Tania Clark, 33, allegedly told family, neighbors, friends and fellow parents she was dying of myeloma, a rare kind of cancer, and was $62,000 short of receiving a much-needed bone marrow transfusion.
To back up her story, Clark allegedly produced a letter written by a Dr. Robert Bates at the MD Anderson Cancer Center in Houston explaining her medical condition.
On Jan. 8, the Timpanogos Amateur Hockey Association, a league in which Clark's two sons played, gave Clark $1,000. Between Nov. 4, 2004, and Feb. 5, 2005, Oakcrest Elementary School, through a "Coins for Caring" campaign, raised more than $6,000, according to the criminal complaint.
Clark's neighbors, also pitched in, and from Nov. 5, 2004, through Feb. 5, 2005, raised more than $9,000 for the purportedly sick woman. Others offered to donate their bone marrow.
The woman's story began to unravel when an article in the South Valley Journal prompted an e-mail from her sister, who said the Clark could not be trusted. Others called the newspaper and warned she had pulled similar scams before.

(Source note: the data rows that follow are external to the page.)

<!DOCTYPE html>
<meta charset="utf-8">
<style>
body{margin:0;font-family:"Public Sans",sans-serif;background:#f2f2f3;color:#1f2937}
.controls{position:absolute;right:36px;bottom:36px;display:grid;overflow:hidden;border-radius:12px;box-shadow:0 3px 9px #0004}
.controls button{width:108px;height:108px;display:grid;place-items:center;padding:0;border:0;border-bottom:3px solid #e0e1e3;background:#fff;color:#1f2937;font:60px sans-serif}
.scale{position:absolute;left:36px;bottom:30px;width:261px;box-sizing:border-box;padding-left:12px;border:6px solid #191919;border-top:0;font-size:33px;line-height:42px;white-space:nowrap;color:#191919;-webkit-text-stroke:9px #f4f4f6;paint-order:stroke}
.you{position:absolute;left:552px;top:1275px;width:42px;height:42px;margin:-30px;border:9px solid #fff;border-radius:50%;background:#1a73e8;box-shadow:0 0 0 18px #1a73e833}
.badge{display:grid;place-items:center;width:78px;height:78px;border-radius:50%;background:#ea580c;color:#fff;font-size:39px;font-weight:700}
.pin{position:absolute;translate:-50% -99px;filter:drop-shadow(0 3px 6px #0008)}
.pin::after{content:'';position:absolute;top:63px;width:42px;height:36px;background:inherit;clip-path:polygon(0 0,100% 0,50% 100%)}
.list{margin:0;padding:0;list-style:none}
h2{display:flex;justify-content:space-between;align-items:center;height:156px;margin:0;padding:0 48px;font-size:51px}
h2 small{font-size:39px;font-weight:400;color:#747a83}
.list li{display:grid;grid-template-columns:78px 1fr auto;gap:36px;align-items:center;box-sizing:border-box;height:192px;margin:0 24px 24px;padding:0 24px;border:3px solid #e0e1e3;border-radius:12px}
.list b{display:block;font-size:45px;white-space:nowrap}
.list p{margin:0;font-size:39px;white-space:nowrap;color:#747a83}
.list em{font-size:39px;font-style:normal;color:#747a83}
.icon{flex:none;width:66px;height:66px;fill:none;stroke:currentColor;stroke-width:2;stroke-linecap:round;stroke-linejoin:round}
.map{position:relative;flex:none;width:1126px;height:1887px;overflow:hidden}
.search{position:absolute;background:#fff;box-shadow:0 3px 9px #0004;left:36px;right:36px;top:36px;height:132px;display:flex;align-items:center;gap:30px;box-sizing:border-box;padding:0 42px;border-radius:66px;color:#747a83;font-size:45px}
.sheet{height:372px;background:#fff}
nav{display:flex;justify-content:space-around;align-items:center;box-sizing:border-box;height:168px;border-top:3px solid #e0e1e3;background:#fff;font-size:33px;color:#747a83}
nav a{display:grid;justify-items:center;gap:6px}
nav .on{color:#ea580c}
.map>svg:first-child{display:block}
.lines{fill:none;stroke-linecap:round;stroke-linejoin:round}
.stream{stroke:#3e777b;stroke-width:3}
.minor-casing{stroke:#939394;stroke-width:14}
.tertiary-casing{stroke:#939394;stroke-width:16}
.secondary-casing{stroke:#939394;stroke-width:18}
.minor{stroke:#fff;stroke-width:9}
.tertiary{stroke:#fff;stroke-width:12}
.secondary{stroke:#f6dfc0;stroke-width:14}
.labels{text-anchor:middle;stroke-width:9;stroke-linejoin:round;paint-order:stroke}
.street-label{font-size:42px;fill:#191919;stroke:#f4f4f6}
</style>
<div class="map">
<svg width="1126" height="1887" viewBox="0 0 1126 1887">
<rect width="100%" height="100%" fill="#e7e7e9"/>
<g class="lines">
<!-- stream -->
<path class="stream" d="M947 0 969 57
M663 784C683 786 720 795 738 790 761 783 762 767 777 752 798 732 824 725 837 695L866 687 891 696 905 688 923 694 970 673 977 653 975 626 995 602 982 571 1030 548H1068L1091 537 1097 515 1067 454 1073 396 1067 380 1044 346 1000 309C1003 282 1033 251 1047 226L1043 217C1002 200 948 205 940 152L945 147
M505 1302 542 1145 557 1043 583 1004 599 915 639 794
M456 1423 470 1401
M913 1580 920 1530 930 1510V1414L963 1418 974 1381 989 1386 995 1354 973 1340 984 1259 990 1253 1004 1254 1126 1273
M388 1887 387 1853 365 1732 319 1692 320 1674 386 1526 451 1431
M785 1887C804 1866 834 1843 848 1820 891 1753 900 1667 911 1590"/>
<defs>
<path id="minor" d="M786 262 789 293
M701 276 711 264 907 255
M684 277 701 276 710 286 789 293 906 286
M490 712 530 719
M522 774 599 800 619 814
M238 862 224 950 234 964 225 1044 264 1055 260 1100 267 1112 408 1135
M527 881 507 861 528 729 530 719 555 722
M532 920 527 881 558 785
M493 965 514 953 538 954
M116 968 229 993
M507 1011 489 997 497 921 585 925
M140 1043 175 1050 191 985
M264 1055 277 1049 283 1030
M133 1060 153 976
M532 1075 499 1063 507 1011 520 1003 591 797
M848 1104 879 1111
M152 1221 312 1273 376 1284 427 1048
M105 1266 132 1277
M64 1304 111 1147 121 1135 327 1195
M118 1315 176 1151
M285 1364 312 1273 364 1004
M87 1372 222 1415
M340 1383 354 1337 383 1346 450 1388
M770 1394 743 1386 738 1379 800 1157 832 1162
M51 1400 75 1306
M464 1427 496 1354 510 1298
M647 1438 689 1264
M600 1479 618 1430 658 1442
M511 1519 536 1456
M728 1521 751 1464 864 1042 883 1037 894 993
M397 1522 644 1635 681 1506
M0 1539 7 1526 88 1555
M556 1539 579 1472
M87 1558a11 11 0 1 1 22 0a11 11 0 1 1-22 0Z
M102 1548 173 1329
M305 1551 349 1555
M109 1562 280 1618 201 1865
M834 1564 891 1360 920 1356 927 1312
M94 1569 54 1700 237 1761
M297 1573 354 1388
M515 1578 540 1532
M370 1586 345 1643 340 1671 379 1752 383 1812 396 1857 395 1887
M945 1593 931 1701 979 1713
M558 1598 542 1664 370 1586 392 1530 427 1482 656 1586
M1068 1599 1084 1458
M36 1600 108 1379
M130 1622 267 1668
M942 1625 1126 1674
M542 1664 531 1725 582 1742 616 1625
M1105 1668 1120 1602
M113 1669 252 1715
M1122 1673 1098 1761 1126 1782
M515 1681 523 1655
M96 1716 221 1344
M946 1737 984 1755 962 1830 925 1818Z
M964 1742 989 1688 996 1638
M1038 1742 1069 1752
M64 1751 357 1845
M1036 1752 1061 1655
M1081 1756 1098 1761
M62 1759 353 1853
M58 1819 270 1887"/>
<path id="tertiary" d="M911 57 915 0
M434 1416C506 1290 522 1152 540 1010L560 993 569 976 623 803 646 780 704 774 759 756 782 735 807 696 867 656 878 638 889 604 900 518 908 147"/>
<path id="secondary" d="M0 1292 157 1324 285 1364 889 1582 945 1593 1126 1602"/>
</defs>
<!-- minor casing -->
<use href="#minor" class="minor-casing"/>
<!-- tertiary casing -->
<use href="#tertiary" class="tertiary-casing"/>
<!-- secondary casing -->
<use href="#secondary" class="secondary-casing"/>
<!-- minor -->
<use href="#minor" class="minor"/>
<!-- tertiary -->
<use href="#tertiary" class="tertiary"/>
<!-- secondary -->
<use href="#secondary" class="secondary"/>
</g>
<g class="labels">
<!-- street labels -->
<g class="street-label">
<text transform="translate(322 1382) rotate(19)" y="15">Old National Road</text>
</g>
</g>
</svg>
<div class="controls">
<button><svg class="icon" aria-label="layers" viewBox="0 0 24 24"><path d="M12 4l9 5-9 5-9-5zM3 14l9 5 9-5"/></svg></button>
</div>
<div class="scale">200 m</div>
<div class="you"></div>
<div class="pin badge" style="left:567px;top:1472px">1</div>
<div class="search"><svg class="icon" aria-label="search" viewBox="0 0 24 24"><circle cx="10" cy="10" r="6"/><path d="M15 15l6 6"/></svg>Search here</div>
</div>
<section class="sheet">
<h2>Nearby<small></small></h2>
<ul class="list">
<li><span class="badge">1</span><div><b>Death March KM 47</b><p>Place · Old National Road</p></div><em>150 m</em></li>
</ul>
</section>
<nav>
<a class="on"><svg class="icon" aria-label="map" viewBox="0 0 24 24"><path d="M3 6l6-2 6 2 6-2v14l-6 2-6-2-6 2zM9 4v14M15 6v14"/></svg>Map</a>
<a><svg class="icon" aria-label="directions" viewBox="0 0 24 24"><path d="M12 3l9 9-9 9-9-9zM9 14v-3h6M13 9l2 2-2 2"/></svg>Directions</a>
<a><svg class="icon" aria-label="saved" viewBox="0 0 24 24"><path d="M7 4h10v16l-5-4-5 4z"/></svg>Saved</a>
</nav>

In a statement to police, Clark allegedly admitted she has never been diagnosed or treated for cancer. According to court documents, no person named Bates -- the doctor who had written the letter describing her condition -- ever practiced medicine at the MD Anderson Cancer Center.
Sandy Curtis, whose son played hockey with Clark's two sons on the Provo Predators team, said, "We've been expecting (the charges) to come, so it's not really a surprise to any of us."
However, she did say Clark was "really outgoing, always wanted to make sure everyone was happy," Curtis said. "And that was the thing. She loved those kids and did so much for them."